Lloyd Waner was born on March 16, 1906 in Harrah, Oklahoma and grew up on a farm with his older brother, Paul. The two worked from dawn to dusk every day, and baseball was their only form of entertainment. Influenced by their father, who was a minor league player in Oklahoma City, Paul and Lloyd's love and natural talent for the game developed over the years. The Waners learned to hit against corncobs and cut down saplings in the woods to use as bats.
Lloyd graduated from McLoud High School and attended three semesters at East Central State University in Ada before going into professional baseball.
Waner started his professional baseball career in 1925 with the San Francisco Seals of the Pacific Coast League, but he hit poorly. The next season, however, he batted .345 in the Class B South Atlantic League. He also won the league's most valuable player award. He was offered a tryout for the Pirates at the urging of his brother, who by then was already a star player.
Waner broke into the majors with the Pirates in 1927 and quickly built his reputation as a slap hitter with an astute sense of plate discipline. In his rookie campaign, he batted .355 with 223 hits while only striking out 23 times (the highest strikeout total of his career). As the leadoff hitter of the powerful Pittsburgh offense, he led the National League with 133 runs scored. The runs scored mark set an MLB rookie record.
The Pirates won the 1927 NL pennant; Lloyd then batted .400 in his first and only World Series, but the New York Yankees won in four games. He continued to bat well early in his career. Coming off a .353 season, he missed most of 1930 due to appendicitis but returned with a vengeance in 1931, leading the NL with 214 hits and 681 at-bats while hitting .314.
Waner was also an accomplished center fielder. He led the league in putouts four times, using his excellent speed to cover the spacious Forbes Field outfield.
Waner played for the Pirates until the beginning of the 1941 season.
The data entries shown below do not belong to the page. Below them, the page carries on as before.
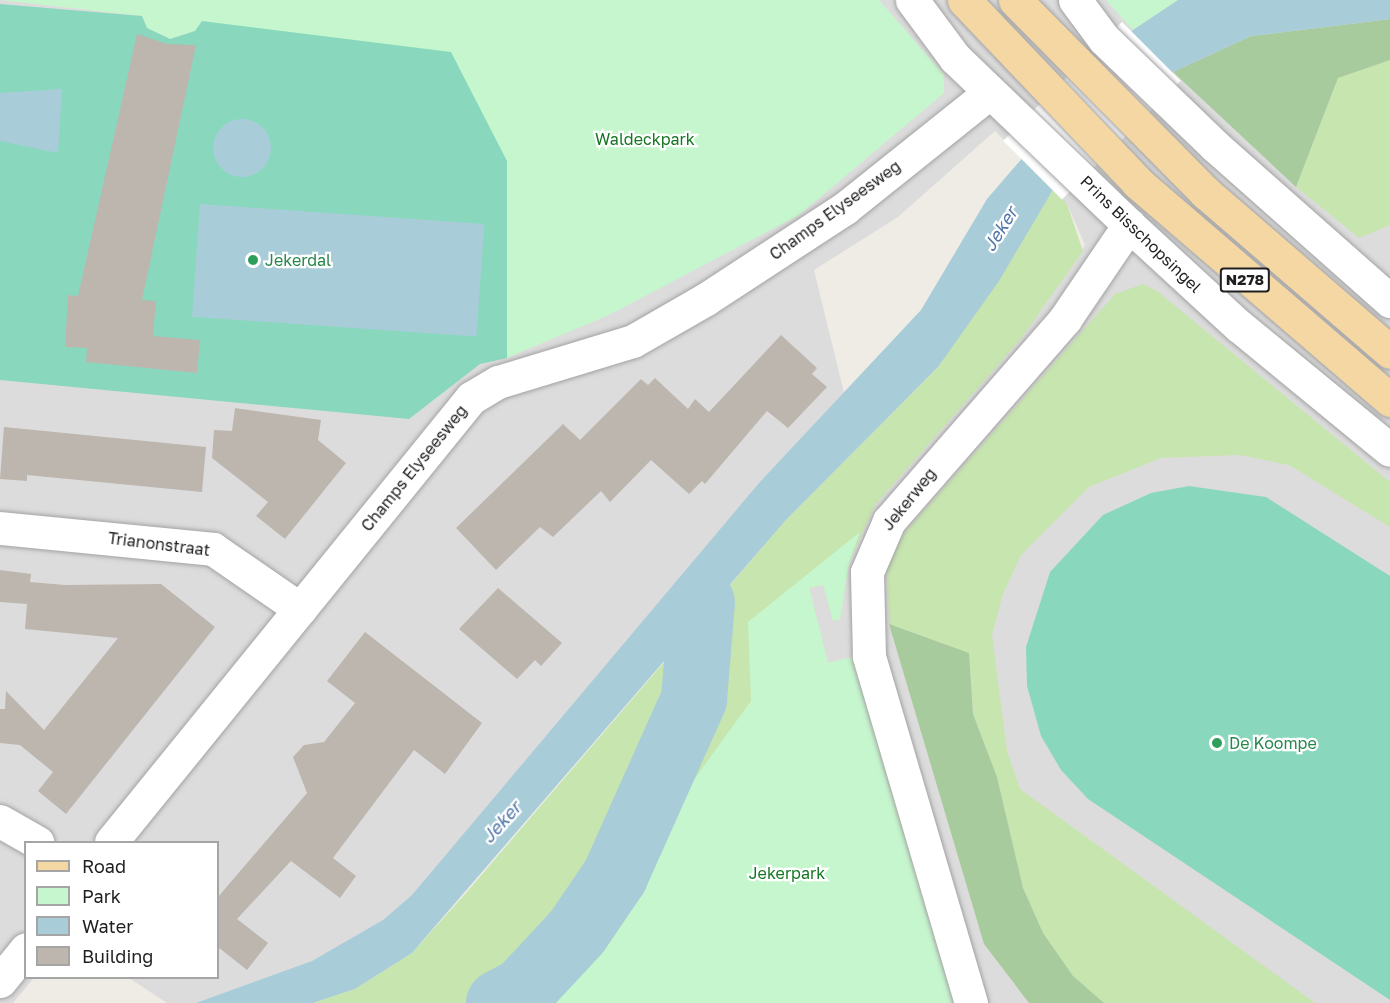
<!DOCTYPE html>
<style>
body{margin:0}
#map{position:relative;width:1390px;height:1003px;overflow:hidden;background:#efece6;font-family:"Golos Text",sans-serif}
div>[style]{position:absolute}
.residential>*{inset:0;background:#dddcdc}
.grass>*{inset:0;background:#c7e5af}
.forest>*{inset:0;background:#a8cb9d}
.park>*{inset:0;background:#c6f6cd}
.pitch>*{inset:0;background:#89d8be}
.water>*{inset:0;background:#a9ccd9;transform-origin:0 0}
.round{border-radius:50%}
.pier>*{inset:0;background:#fff;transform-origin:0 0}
.river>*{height:66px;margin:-33px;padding:0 33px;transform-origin:33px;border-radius:33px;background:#a9ccd9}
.building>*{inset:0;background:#bcb6af}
.roads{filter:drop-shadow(0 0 2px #a3a3a3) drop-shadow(0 0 2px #a3a3a3)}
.minor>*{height:33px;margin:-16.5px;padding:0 16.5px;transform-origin:16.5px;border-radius:16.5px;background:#fff}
.major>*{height:33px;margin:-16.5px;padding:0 16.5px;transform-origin:16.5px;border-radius:16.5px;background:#f5d7a4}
.dots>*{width:16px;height:16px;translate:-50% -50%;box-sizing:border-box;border:3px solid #fff;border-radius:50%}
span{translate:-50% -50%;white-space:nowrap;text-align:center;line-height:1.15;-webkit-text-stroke:4.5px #fff;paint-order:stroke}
.shield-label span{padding:2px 4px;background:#fff;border:2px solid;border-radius:4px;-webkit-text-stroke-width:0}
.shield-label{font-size:15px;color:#1f1f1f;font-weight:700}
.park-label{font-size:16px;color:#147622}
.street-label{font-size:16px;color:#1f1f1f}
.leisure-label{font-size:16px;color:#27864d}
.left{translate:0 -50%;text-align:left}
.water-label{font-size:18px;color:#5278a8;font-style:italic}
.legend{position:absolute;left:24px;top:841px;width:195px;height:138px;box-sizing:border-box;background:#fff;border:2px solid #a5a5a5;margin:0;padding:8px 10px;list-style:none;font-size:18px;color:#1f1f1f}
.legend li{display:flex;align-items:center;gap:12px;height:30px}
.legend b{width:30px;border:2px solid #a5a5a5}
</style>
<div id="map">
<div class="residential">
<div style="clip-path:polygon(0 0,1390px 0,1390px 1003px,958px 1003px,857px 656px,828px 663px,809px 588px,824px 584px,833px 620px,840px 619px,849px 563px,875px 505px,1020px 340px,1085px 245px,1067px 204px,995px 131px,898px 217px,814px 270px,848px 409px,415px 912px,224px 1003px,167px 1003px,129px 978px,218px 978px,218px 842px,26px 842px,26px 978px,34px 978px,13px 1003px,0 1003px)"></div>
</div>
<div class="grass">
<div style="clip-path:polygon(1390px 60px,1390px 225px,1359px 238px,1296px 187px,1338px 78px)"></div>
<div style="clip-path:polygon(1054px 188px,1067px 204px,1083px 251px,1020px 340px,875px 505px,849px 563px,840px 619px,833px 621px,823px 585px,809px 588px,828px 663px,857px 656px,958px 1003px,313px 1003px,355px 989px,412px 953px,466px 893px,785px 521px,938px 367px)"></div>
<div style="clip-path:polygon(1143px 284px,1157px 291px,1390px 482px,1390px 527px,1289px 465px,1239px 455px,1161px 458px,1089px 487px,1021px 555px,1003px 594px,992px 635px,1007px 751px,1020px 789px,1315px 1003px,1104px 1003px,1073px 976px,1043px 933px,1023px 888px,997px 777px,973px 714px,969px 653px,889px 624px,887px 563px,905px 532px,1115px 294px)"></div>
</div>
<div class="forest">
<div style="clip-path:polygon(1390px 19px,1390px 60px,1338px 78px,1296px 187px,1173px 72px,1251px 36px)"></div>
<div style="clip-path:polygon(889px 624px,969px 653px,973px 714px,997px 777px,1023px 888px,1043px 933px,1073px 976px,1104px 1003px,1029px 1003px,984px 944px)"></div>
</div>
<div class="park">
<div style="clip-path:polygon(0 0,879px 0,944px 75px,944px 93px,799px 215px,609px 315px,507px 358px,507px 161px,195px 31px,170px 39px,147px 28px,142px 16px)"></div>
<div style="clip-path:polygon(1106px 0,1178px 0,1133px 30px)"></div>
<div style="clip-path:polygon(860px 532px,849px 563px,840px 619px,833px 621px,823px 585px,809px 588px,828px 663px,857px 656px,958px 1003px,521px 1003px,564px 959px,751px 701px,748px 622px)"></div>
</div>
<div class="pitch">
<div style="clip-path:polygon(0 4px,142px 16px,147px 28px,170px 39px,195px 31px,202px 21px,451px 52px,507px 161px,507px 358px,480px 364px,409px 419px,0 380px)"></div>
<div style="clip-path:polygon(1189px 486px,1266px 497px,1390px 576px,1390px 1000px,1088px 799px,1061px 770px,1041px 736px,1027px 686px,1026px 647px,1050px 572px,1103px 515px,1151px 493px)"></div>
</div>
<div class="water">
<div style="clip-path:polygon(1178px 0,1390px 0,1390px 19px,1251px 36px,1173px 72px,1054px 188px,999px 281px,938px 367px,785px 521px,412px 953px,355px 989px,313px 1003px,196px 1003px,312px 961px,383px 920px,412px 895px,759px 483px,921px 310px,987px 199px,1133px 30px)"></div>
<div style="clip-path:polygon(62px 89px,58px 153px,0 141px,0 93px)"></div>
<div class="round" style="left:213px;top:119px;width:58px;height:58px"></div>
<div style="left:200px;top:204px;width:285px;height:113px;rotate:4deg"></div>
</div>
<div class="pier">
<div style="left:1122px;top:22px;width:83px;height:168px;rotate:45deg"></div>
</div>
<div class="river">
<div style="left:499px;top:1003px;width:26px;rotate:-28deg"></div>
<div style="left:522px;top:991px;width:81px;rotate:-47deg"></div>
<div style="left:577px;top:932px;width:68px;rotate:-55.8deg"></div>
<div style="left:615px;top:876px;width:194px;rotate:-65.9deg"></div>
<div style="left:694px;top:699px;width:97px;rotate:-85.3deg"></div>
</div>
<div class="building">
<div style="clip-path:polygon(137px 34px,167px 44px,196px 45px,142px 300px,156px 301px,153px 336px,200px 340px,197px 373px,86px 362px,87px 348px,65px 347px,68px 295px,78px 296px)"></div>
<div style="clip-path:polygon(781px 335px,817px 368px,812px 374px,827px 387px,788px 428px,767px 411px,705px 484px,702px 481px,689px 494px,651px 460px,610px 502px,601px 491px,553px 537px,540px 527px,496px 570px,456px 528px,563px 424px,580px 440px,641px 379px,648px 385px,655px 378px,688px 409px,695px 399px,709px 412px)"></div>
<div style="clip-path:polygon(235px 408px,321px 420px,318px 440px,346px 463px,285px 539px,256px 516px,268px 502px,212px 458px,214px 430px,232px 431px)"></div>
<div style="clip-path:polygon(4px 427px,206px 447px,202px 492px,27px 475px,27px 481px,0 479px)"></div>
<div style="clip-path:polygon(0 570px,31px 574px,30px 582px,65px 585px,161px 584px,215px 627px,66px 814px,38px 791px,53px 772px,20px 745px,0 743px,0 709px,5px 709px,6px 691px,44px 730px,118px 638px,25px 629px,27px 604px,0 602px)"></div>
<div style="clip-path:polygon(498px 588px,562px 643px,541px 666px,535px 660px,517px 679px,459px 629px)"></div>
<div style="clip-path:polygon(365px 632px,482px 723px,445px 774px,414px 750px,333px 858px,356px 876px,340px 898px,291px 861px,237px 919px,268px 943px,247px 970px,218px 947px,218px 897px,307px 793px,293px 757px,304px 745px,324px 742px,355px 703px,327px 681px)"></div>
</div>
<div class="roads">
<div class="minor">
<div style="left:912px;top:0;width:72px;rotate:53.4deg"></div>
<div style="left:955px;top:58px;width:241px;rotate:43.8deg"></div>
<div style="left:1129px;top:225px;width:149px;rotate:42.6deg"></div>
<div style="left:1239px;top:326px;width:195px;rotate:39.4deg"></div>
<div style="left:1075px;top:0;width:49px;rotate:53.4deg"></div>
<div style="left:1104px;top:39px;width:154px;rotate:43.9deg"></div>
<div style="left:1215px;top:146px;width:234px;rotate:41.5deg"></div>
<div style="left:0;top:528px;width:214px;rotate:5.6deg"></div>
<div style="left:213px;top:549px;width:106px;rotate:34.6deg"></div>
<div style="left:0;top:821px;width:43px;rotate:29.6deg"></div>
<div style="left:111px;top:842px;width:572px;rotate:-50.96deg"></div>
<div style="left:471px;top:398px;width:31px;rotate:-31deg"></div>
<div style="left:498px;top:382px;width:141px;rotate:-16.9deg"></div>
<div style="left:633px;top:341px;width:84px;rotate:-29.9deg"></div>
<div style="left:706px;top:299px;width:166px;rotate:-33.2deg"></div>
<div style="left:845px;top:208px;width:184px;rotate:-38.6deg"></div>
<div style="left:0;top:981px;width:41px;rotate:-50.9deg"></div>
<div style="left:971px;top:1003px;width:362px;rotate:-106.4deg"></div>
<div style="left:869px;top:656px;width:84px;rotate:-91.4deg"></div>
<div style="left:867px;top:572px;width:56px;rotate:-66.7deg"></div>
<div style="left:889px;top:521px;width:268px;rotate:-48.9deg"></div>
<div style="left:1065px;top:319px;width:114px;rotate:-55.8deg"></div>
</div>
<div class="major">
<div style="left:964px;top:0;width:253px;rotate:46.4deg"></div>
<div style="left:1138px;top:183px;width:333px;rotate:40.7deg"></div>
<div style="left:1015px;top:0;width:272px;rotate:45.3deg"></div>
<div style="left:1206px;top:193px;width:243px;rotate:40.8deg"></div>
</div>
</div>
<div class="dots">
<div style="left:253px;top:260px;background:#2e9e5b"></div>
<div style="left:1217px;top:743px;background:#2e9e5b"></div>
</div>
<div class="shield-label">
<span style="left:1245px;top:280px">N278</span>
</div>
<div class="park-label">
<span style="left:645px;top:139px">Waldeckpark</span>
<span style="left:787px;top:873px">Jekerpark</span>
</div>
<div class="street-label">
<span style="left:835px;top:210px;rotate:-36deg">Champs Elyseesweg</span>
<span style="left:1141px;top:234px;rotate:44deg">Prins Bisschopsingel</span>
<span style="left:414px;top:468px;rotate:-51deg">Champs Elyseesweg</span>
<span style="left:909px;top:499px;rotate:-51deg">Jekerweg</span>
<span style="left:159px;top:544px;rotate:7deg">Trianonstraat</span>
</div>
<div class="leisure-label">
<span class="left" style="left:265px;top:260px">Jekerdal</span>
<span class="left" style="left:1229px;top:743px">De Koompe</span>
</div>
<div class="water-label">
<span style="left:1000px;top:229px;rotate:-58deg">Jeker</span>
<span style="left:501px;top:822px;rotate:-48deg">Jeker</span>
</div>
<ul class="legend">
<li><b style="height:8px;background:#f5d7a4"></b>Road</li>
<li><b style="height:16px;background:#c6f6cd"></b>Park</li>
<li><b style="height:16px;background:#a9ccd9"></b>Water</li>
<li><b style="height:16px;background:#bcb6af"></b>Building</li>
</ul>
</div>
In the preceding years, he batted .300 or higher ten times, finished in the top ten in MVP voting twice (1927 and 1929), and was an All-Star once (1938).
After splitting time in the early 1940s with the Boston Braves, Cincinnati Reds, Philadelphia Phillies, and Brooklyn Dodgers, Waner returned to Pittsburgh, where he finished his career in 1945. He compiled a career .316 batting average.
He (2,459) and his older brother Paul (3,152) hold the career record for hits by brothers (5,611), outpacing the three Alou brothers and the three DiMaggio brothers, among others. For most of the period from 1927 to 1940, Paul patrolled right field at Forbes Field while Lloyd covered the ground next to him in center. Paul was known as "Big Poison" and Lloyd as "Little Poison." They got their nicknames from a Brooklyn Dodgers fan's pronunciation of "Big Person" and "Little Person," which was then picked up by a sportswriter in the stands. In 1927, the season the brothers accumulated 460 hits, the fan is said to have remarked, "Them Waners! It's always the little poison on thoid (third) and the big poison on foist (first)!"
After retiring as a player, Waner was a scout for Pittsburgh and for the Baltimore Orioles.
He was inducted into the National Baseball Hall of Fame in 1967. Sabermetrician Bill James has listed Waner as one of ten examples of Hall of Fame inductees who do not deserve the honor. Possible reasons for his selection include his brother being a fellow inductee and the inflated batting averages of his era, which also helped many other 1920s and 30s players in the eyes of the Hall of Fame Veterans Committee.
In 1982, Waner died of complications related to emphysema. He was survived by his wife Frances and his two children.